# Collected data
= Beginning of Section =
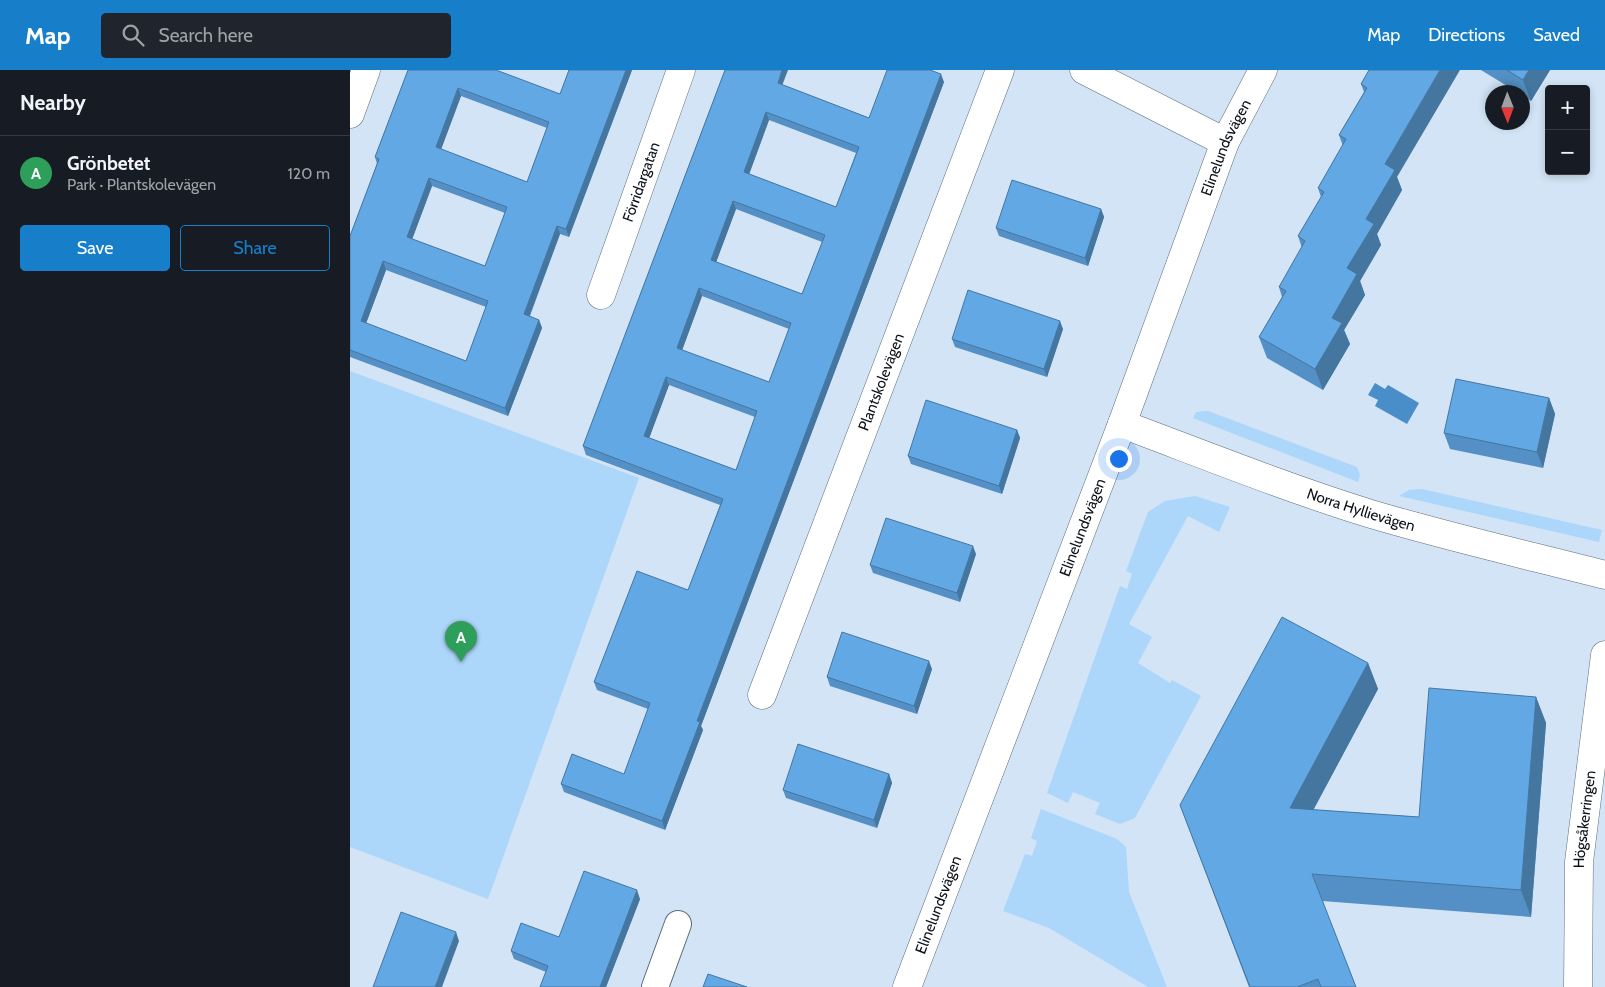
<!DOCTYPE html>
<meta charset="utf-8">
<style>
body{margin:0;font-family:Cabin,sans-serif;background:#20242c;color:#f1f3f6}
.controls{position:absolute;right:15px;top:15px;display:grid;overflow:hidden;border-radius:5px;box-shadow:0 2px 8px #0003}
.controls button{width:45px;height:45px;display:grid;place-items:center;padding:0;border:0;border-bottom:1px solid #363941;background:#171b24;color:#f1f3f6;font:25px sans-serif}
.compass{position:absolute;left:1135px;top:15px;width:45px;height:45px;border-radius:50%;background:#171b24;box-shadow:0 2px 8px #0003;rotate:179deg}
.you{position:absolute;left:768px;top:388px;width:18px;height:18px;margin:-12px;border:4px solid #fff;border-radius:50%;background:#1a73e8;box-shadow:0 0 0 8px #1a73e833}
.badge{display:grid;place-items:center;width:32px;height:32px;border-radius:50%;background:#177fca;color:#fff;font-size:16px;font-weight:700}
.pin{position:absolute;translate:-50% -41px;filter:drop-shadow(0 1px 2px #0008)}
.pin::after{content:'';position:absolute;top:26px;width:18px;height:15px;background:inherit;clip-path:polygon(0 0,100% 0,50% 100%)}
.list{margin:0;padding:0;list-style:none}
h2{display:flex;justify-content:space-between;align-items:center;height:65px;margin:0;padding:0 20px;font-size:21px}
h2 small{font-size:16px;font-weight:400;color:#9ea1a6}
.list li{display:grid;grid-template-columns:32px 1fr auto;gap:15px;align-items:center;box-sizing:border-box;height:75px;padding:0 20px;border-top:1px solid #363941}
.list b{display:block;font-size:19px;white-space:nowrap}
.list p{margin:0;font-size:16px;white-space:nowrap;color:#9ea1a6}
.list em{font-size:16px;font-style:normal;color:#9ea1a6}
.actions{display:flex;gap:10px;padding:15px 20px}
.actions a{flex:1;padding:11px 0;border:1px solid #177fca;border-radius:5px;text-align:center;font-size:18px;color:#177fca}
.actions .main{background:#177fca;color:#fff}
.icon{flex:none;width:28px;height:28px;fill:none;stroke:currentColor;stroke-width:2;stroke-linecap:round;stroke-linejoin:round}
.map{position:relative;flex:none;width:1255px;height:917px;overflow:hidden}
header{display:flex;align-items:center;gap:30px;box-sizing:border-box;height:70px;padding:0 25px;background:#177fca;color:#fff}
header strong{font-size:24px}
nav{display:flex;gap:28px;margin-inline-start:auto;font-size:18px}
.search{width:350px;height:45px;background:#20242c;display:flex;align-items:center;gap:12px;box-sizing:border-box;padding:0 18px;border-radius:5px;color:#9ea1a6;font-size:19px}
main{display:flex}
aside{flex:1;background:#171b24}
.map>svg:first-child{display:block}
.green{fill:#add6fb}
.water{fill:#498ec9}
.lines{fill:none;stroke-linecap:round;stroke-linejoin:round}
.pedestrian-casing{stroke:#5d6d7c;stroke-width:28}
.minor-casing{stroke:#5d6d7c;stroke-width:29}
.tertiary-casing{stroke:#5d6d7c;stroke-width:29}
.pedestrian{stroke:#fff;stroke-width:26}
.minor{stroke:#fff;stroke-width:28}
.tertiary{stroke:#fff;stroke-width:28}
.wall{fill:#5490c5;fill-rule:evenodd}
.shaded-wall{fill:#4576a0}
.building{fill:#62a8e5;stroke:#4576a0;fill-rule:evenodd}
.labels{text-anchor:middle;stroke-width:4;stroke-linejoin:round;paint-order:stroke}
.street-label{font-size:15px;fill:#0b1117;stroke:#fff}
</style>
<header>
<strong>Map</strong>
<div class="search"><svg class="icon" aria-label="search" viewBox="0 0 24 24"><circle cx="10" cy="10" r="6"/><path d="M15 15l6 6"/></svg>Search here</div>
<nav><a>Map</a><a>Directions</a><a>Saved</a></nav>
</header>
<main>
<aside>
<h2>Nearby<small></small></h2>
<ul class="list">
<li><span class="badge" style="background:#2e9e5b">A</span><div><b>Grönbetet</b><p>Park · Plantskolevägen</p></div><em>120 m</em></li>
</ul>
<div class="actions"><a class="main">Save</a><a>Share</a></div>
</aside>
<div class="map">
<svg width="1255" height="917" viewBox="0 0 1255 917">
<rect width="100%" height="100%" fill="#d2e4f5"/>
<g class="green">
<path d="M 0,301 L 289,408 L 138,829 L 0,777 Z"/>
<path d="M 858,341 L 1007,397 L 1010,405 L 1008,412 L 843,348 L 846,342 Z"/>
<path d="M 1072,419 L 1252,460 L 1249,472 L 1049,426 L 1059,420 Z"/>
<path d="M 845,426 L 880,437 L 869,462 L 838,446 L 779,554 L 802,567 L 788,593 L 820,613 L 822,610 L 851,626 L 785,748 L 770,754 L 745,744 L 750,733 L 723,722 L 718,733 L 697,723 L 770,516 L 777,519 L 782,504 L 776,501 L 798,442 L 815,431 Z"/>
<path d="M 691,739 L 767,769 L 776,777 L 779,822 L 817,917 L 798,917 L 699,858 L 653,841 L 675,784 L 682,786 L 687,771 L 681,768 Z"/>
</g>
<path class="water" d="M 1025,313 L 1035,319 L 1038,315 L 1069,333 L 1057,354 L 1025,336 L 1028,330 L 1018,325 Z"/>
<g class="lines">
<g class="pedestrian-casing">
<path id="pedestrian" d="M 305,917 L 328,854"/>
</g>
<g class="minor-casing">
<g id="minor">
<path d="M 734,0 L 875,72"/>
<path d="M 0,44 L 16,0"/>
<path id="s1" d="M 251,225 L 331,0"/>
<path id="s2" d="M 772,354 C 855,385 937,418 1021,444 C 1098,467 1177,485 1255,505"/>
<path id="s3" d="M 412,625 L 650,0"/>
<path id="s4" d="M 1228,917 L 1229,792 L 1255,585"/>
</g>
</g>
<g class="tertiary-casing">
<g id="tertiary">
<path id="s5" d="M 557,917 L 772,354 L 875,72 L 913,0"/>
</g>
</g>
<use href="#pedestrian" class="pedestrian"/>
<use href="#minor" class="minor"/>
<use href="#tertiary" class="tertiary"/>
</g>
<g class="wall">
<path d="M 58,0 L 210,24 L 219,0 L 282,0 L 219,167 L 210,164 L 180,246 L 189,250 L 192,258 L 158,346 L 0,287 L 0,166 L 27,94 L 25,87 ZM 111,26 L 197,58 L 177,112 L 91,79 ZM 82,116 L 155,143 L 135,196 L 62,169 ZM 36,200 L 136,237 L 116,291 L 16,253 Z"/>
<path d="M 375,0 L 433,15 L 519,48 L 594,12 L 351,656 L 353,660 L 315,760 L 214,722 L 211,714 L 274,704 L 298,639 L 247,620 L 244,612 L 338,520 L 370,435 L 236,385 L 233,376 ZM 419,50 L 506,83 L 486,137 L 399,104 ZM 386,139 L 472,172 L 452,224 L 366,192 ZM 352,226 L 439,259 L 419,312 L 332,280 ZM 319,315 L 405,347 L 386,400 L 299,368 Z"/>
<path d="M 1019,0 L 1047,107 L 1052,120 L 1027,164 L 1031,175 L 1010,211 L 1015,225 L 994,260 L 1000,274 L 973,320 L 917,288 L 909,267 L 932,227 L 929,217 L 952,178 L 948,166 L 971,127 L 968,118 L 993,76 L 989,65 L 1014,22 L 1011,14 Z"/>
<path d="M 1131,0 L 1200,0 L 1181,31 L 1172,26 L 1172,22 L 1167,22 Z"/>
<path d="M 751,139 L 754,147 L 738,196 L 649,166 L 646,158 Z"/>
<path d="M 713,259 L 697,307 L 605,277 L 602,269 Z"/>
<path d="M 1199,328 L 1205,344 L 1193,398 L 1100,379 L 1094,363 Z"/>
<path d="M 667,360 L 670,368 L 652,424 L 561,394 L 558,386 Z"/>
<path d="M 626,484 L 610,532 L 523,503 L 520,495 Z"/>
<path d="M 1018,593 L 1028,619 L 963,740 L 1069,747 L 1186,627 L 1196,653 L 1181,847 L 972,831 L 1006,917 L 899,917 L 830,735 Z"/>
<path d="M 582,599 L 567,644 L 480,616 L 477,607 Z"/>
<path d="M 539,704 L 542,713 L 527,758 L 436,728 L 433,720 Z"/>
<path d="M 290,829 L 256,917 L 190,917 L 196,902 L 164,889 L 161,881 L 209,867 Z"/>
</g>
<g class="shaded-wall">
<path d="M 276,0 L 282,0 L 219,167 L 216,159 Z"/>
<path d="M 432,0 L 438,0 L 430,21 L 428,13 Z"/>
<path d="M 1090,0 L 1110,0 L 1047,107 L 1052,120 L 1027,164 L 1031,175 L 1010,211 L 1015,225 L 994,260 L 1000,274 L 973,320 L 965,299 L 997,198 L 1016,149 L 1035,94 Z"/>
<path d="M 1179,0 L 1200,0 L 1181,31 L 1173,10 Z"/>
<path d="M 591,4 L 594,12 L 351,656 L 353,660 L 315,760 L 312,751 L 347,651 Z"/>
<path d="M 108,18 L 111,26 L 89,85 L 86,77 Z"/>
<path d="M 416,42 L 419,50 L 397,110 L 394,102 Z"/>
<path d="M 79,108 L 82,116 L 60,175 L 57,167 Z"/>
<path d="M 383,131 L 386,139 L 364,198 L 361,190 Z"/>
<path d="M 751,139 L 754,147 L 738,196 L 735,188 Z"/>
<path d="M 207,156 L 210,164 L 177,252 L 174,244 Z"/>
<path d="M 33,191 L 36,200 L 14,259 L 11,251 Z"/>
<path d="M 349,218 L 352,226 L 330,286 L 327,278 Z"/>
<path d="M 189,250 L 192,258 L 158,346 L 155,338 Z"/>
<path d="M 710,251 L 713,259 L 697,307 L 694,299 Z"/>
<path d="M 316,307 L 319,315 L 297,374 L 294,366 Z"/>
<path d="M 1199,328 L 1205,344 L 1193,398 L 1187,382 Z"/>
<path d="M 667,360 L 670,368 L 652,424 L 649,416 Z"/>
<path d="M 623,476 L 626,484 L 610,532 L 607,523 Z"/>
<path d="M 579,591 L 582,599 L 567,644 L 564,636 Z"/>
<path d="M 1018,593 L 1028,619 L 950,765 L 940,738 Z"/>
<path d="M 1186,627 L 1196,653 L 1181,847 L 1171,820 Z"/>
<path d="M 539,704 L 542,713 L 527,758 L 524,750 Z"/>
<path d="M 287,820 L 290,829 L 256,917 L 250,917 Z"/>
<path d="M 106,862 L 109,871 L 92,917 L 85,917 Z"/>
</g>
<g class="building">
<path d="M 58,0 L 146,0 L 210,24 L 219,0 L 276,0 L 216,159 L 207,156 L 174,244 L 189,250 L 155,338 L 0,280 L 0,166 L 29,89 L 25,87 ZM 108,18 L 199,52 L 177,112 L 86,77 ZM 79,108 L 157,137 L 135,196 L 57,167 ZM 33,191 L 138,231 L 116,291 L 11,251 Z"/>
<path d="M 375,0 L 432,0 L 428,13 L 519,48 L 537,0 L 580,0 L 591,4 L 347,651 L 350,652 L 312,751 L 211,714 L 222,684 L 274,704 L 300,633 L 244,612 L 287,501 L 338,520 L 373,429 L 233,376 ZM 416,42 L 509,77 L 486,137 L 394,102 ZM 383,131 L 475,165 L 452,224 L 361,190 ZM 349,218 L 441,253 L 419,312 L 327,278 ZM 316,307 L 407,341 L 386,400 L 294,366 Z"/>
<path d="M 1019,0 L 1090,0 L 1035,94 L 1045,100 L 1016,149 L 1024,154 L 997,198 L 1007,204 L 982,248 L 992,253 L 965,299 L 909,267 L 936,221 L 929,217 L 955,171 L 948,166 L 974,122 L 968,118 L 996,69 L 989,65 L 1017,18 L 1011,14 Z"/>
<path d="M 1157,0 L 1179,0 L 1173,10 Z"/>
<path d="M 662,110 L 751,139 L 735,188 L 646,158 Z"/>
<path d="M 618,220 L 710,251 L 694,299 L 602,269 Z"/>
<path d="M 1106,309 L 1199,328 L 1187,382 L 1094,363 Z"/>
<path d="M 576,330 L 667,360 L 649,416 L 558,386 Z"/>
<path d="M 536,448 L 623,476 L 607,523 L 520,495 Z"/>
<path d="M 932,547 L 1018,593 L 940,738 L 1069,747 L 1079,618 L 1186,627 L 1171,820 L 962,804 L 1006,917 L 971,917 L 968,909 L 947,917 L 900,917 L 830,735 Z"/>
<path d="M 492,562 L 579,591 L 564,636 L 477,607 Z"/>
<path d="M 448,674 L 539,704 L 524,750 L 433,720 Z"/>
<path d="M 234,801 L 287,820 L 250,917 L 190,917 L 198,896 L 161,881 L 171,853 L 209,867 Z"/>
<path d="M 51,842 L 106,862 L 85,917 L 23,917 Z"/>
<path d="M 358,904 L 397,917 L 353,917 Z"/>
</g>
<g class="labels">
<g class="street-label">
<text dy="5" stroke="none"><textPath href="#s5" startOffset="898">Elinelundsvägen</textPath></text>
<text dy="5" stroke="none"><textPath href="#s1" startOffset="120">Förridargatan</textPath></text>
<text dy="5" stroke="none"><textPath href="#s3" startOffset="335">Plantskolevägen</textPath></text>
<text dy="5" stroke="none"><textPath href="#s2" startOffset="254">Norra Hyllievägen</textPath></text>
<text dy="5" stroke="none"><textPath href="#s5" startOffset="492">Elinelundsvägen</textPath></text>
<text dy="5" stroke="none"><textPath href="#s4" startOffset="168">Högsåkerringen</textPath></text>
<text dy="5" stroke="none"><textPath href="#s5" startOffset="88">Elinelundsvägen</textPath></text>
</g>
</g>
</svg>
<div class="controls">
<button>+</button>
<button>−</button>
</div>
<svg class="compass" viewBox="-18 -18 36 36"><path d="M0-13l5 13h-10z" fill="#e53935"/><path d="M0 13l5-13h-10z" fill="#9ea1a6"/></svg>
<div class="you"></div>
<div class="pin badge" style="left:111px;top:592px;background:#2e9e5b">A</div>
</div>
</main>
= End of Section =
# TASK PROMPT
Each line with the word "lines" in the records above belongs in the result; copy all of them.

# OUTPUT BELOW
.lines{fill:none;stroke-linecap:round;stroke-linejoin:round}
<g class="lines">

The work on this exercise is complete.